States’ Projections for Medicaid Expansion Were Accurate

Medicaid spending and enrollment has increased in all states during fiscal years (FYs) 2014 and 2015 due to the Patient Protection and Affordable Care Act (ACA) (P.L. 111-148), according to a report from the Kaiser Family Foundation (KFF). Overall spending on Medicaid has increased 10.2 percent during FY 2014 with spending from state source increasing by 6.4 percent. These increases were in line with projections made by state Medicaid administrators. KFF projects that overall spending on Medicaid in FY 2015 will grow 14.3 percent. The higher rate of growth is due to the fact that FY 2105 will be the first full year of Medicaid expenditures since expansion occurred.
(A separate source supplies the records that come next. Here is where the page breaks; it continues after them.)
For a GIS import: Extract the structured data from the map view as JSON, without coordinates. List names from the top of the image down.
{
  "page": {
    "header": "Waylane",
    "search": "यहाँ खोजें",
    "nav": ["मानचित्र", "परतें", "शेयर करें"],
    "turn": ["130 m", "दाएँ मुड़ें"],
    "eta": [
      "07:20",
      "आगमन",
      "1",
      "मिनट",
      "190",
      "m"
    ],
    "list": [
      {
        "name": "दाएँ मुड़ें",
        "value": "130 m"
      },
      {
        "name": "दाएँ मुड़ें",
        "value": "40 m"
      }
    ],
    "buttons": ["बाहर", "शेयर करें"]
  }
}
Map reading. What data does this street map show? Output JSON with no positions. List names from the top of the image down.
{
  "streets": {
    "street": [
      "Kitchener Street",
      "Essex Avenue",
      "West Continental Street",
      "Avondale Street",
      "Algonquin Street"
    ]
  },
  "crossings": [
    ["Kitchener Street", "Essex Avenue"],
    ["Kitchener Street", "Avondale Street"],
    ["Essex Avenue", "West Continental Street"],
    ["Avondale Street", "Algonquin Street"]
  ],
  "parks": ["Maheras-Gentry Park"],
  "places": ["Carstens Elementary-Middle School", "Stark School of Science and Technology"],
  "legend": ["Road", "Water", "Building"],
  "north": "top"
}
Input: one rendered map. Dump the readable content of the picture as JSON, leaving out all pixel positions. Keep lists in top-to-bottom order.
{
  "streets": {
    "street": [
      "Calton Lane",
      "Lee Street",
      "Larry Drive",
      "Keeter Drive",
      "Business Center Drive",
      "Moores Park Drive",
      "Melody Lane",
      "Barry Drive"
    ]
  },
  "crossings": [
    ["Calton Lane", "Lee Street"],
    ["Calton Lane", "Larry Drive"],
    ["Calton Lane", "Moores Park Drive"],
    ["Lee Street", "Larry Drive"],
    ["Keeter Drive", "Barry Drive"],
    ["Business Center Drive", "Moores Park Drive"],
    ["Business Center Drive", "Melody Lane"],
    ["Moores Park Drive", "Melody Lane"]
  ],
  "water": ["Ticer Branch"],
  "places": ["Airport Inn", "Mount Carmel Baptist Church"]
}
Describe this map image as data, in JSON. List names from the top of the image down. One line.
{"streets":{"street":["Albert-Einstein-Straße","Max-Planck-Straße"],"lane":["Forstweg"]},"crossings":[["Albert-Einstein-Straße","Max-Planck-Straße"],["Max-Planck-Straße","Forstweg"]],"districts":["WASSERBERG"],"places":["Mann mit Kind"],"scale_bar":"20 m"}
As would be expected, the majority of these increases occurred in the states that expanded Medicaid, but enrollment and spending also increased in states that did not choose to expand Medicaid eligibility to all adults with incomes below 133 percent of poverty. These findings are based on KFF’s 14th annual survey of Medicaid directors in all 50 states and the District of Columbia and conducted in conjunction with Health Management Associates. The findings of this study reflect earlier findings (see Hospital financials, access to care, state budgets improve under Medicaid expansion, September 17, 2014).

Medicaid Expansion

The ACA required states to expand eligibility to all individuals with incomes below 133 percent of poverty or lose all federal Medicaid funding. The Supreme Court in National Federation of Business v Sebelius found that this expansion radically changed the nature of Medicaid from a voluntary program providing states with funding to care for the poor and disabled to a program of limited universal coverage—and that those changes were unconstitutional. Following the Supreme Court’s decision states could decide to expand Medicaid or not. During 2014, 25 states and the District of Columbia choose to expand Medicaid and received 100 percent federal funding for the individuals enrolled under the expanded criterion. Those states will receive 100 percent funding for 2014, 2015 and 2016. In 2017 the federal funding will decrease to 95 percent. Funding will continue to decrease to 94 percent in 2018, to 93 percent in 2019, and to 90 percent in 2020 and beyond. During 2015, an additional two states expanded Medicaid eligibility and an additional two states are seeking CMS approval of a waiver to expand Medicaid coverage in their states.

Overall Spending

The average growth in spending on Medicaid was 10.2 percent in FY 2014. In the states that expanded Medicaid the increase in spending averaged 13.1 percent, and in states that did not expand Medicaid the average increase in growth was 5.6 percent. State legislatures did a good job of appropriating sufficient funds to cover this growth, KFF reported. State legislatures appropriated an additional 13.1 percent for Medicaid spending in states that expanded Medicaid, and state legislatures that did not expand Medicaid appropriated an additional 6.8 percent for Medicaid expenditures, which was more than the growth amount of 5.6 percent.

Enrollment Growth

Across the country Medicaid enrollment increased 8.3 percent in FY 2014 and is projected to increase 12.2 percent during FY 2015, KFF reported. Enrollment in states that expanded Medicaid grew by 12.2 percent, and in states that did not expand enrollment Medicaid enrollment increased 2.8 percent during FY 2014. In FY 2015 enrollment in states that have expanded Medicaid is projected to increase 18 percent and 5.2 percent in states that have not expanded Medicaid, according to KFF.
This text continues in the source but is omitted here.